Wednesday 12 March 2014

Support group

This is disappointing me. I'm on a TTP support group on Facebook, and in the past it's been really good for sharing stories and making me feel like I'm not completely missing something from my basic make up when I can't remember things or my brain stops working. When I'm so tired that getting out of bed is an achievement. When people can sympathise because I can count eight bruises I did not come by normally.

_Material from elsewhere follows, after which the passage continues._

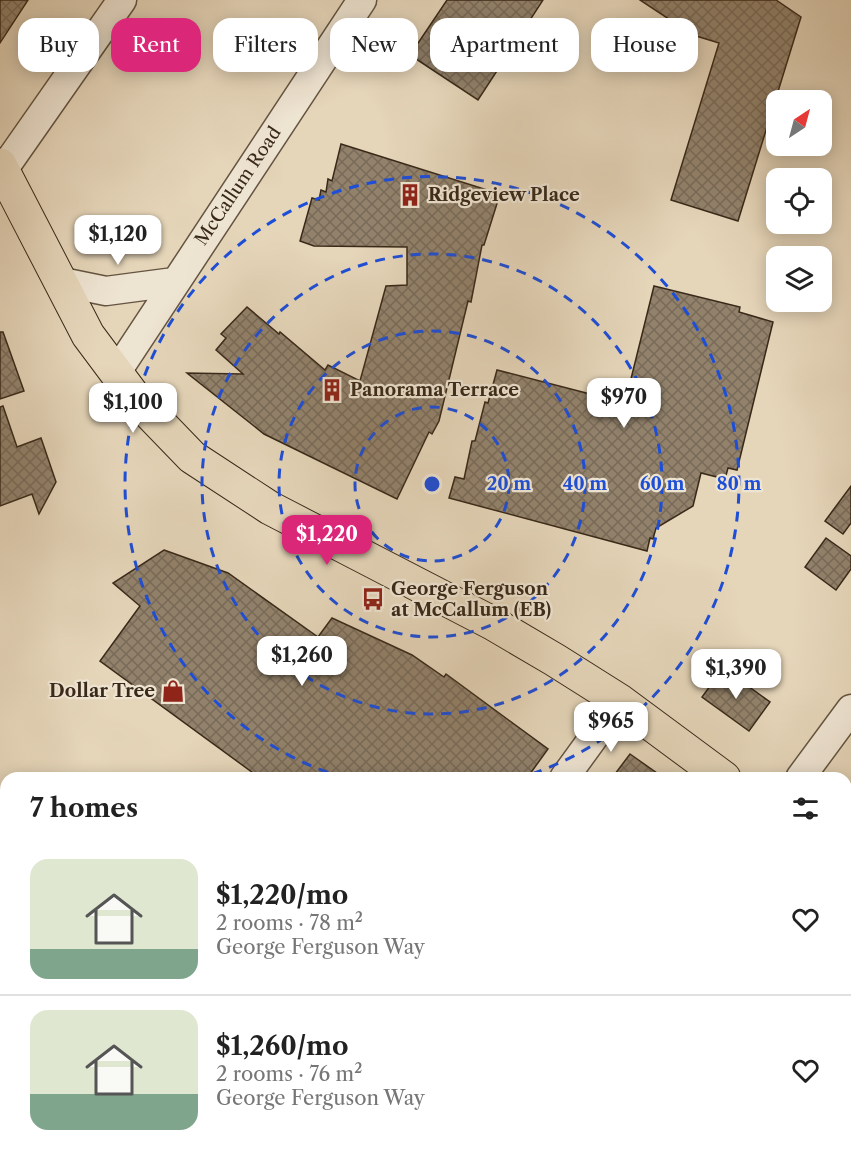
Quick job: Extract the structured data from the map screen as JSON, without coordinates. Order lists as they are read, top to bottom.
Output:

But lately … okay, first off, my doctor said at the fundraiser event I went to last month that a lot of research into TTP coming out of America, if not from two or three key hospitals or based on her own research, was unlikely to actually be based on TTP. They diagnose HUS as TTP (or TTP-HUS) just to be sure of saving a patient, although HUS is nowhere near as bad as TTP. It's still horrible, and a good precaution. But it's not the same thing.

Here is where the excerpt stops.